Later, seeing the artificial turf that was laid in the Astrodome for 1966 after the grass died in the first season, due to the skylights in the dome having to be painted due to the players losing the ball in the sun, Koufax said, "I was one of those guys who pitched without a cup. I wouldn't do it on this stuff. And Dick Allen of the Philadelphia Phillies, looking at the first artificial field in baseball history, said, "If a horse can't eat it, I don't want to play on it." The Astrodome/Reliant complex is at 8400 Kirby Drive at Reliant Parkway. Number 700 bus.
The NBA's Houston Rockets played at the Summit, later known as the Compaq Center, from 1975 to 2003. It's been converted into the Lakewood Church Central Campus. 3700 Southwest Freeway at Timmons Lane.
The Houston Aeros, with Gordie Howe and his sons Mark and Marty, won the World Hockey Association championships of 1974 and 1975, while playing at the Sam Houston Coliseum, before moving into the Summit in 1975 and folding in 1998. The Beatles played there on August 19, 1965. It was built in 1937 and demolished in 1998. The Hobby Center for the Performing Arts is now on the site. 801 Bagby Street, at Rusk Street, downtown.
The Houston Oilers played at Jeppesen Stadium from 1960 to 1964. They won the 1960 AFL Championship Game there, won the 1961 title game on the road, and lost the 1962 title game there -- and, as the Oilers and the Tennessee Titans, haven't gone as far as the rules allowed them to since 1961. Built in 1942, it is now known as Robertson Stadium, and is the current home of the University of Houston football team and the former home of MLS' Houston Dynamo. At the end of this year, it will be demolished and replaced with a new facility, while UH plays at Reliant Stadium, as they once played at the Astrodome. Scott Street & Alabama Avenue. Number 80 bus.
The Oilers played the 1965, '66 and '67 seasons at Rice Stadium, home of Rice University. Although built in 1950 and probably already obsolete, it seated a lot more people than did the Astrodome, and so Super Bowl VIII was played there instead of the Astrodome in January 1974, and the Miami Dolphins won it -- and haven't won a Super Bowl since. It has been significantly renovated, and Rice still uses it. University Blvd. at Greenbriar Street, although the mailing address is 6100 S. Main Street. Number 700 bus.

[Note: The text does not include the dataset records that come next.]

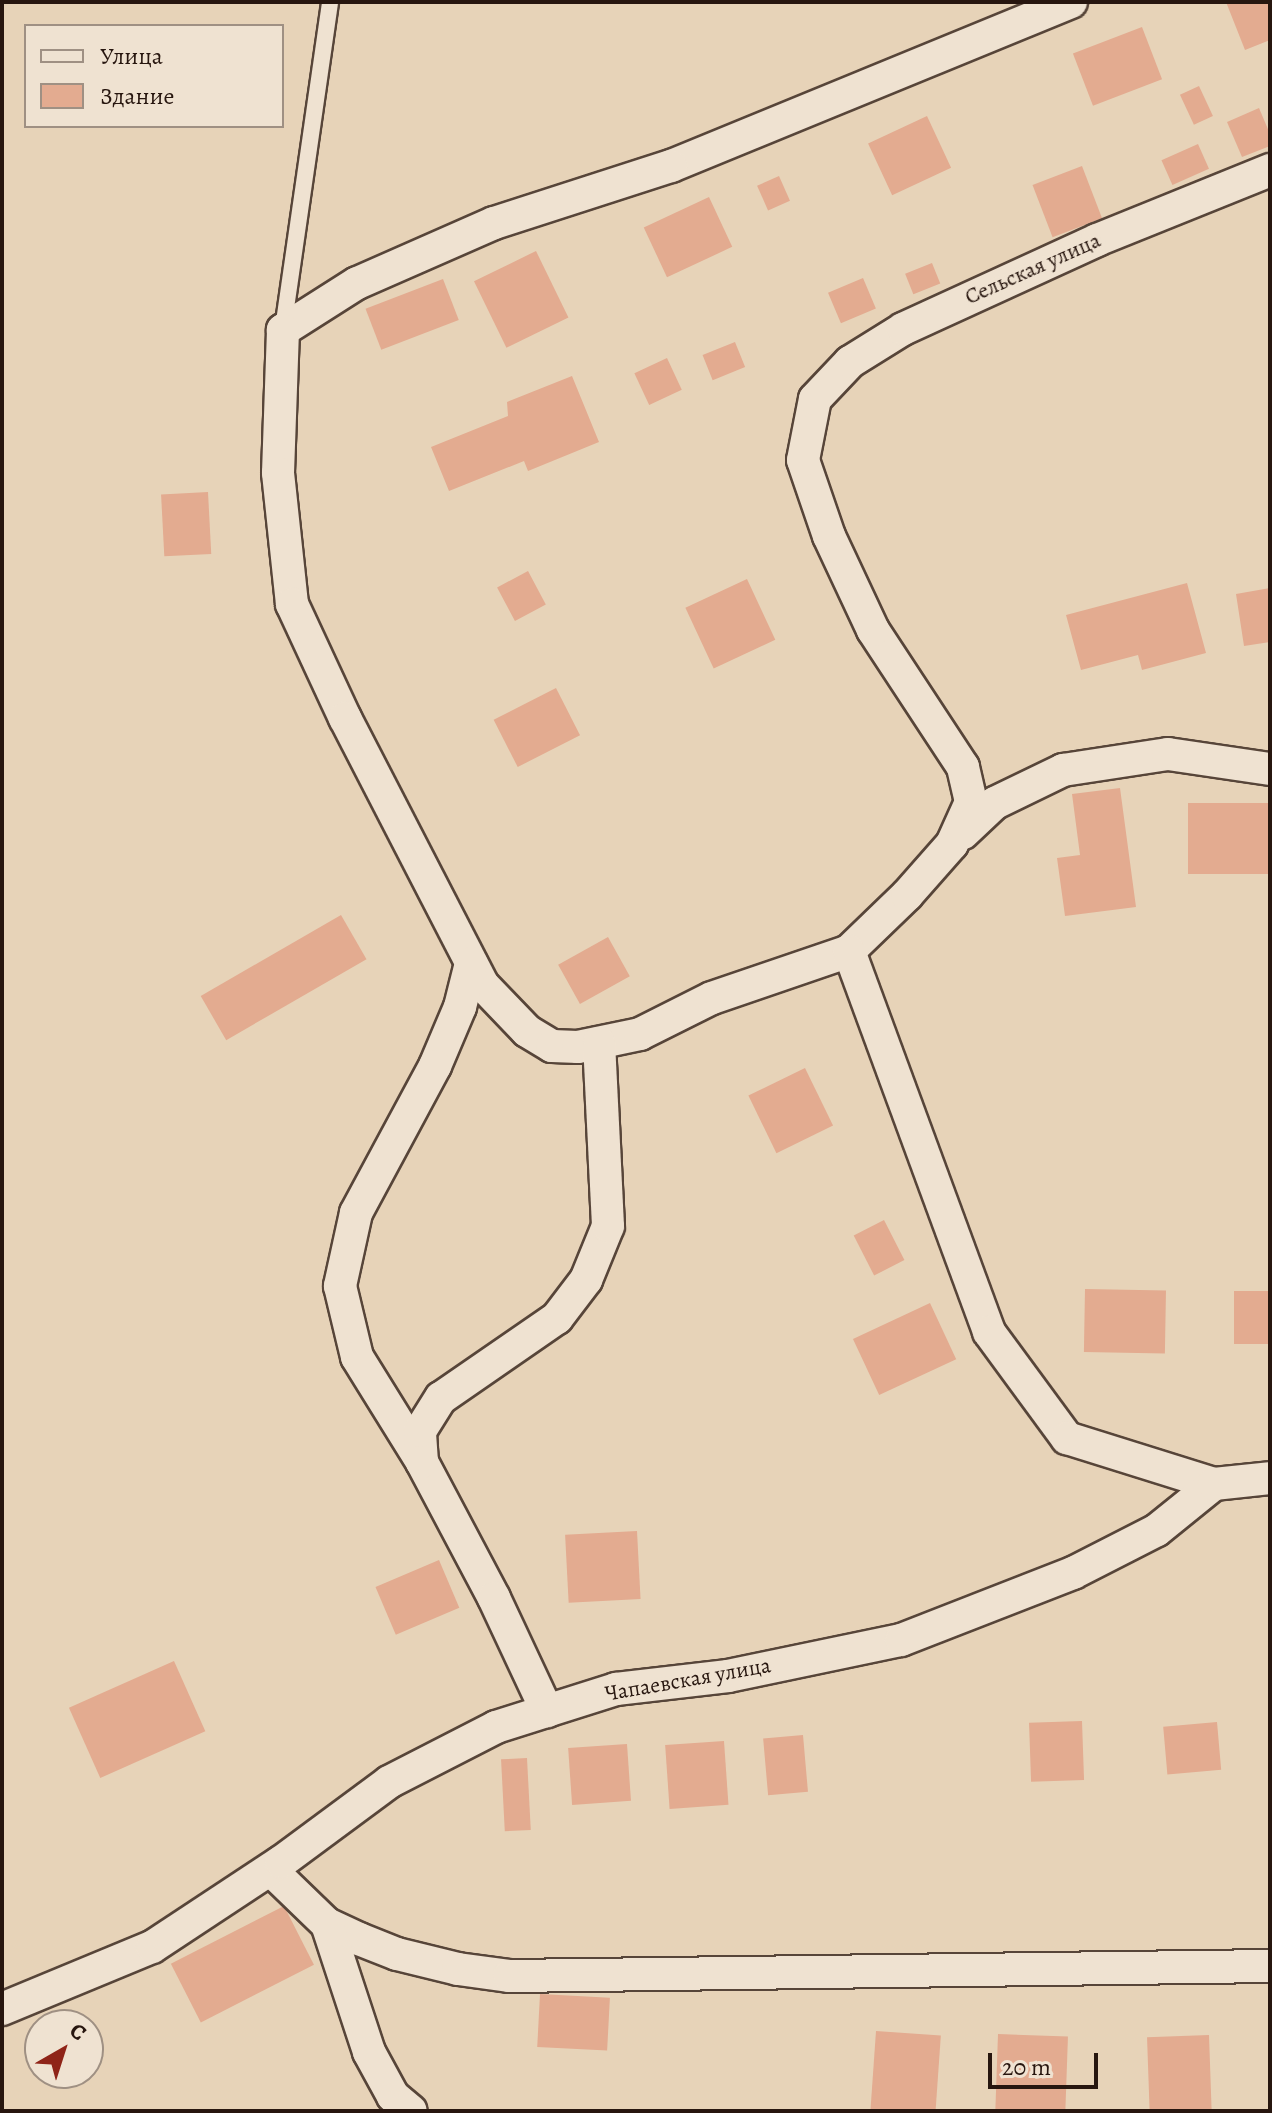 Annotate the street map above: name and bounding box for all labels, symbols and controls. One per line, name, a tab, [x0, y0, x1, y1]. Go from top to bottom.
legend	[24, 24, 284, 128]
text: Улица	[100, 40, 163, 72]
text: Здание	[100, 80, 175, 112]
street label: Сельская улица	[961, 227, 1105, 311]
street label: Чапаевская улица	[603, 1652, 773, 1708]
north arrow	[24, 2009, 104, 2089]
text: С	[63, 2016, 93, 2048]
scale bar	[992, 2037, 1102, 2087]
text: 20 m	[1002, 2051, 1051, 2083]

Before there were the Astros, or even the Colt .45's, there were the Houston Buffaloes. The Buffs played at Buffalo Stadium, a.k.a. Buff Stadium, for most of their history, from 1928 to 1961, when the Colt .45's made them obsolete. They were a farm team of the St. Louis Cardinals, and as a result in its last years Buff Stadium was renamed Busch Stadium. The Cardinal teams of the 1930s that would be known as the "Gashouse Gang" came together in Houston, with Dizzy and Daffy Dean, Joe Medwick, Pepper Martin and Enos Slaughter. Later Buff stars included Cleveland Indians 3rd baseman Al Rosen, Pittsburgh Pirates pitcher Wilmer "Vinegar Bend" Mizell, Negro League legend Willard Brown, Cardinal MVP Ken Boyer, and Phillies shortstop Ruben Amaro Sr.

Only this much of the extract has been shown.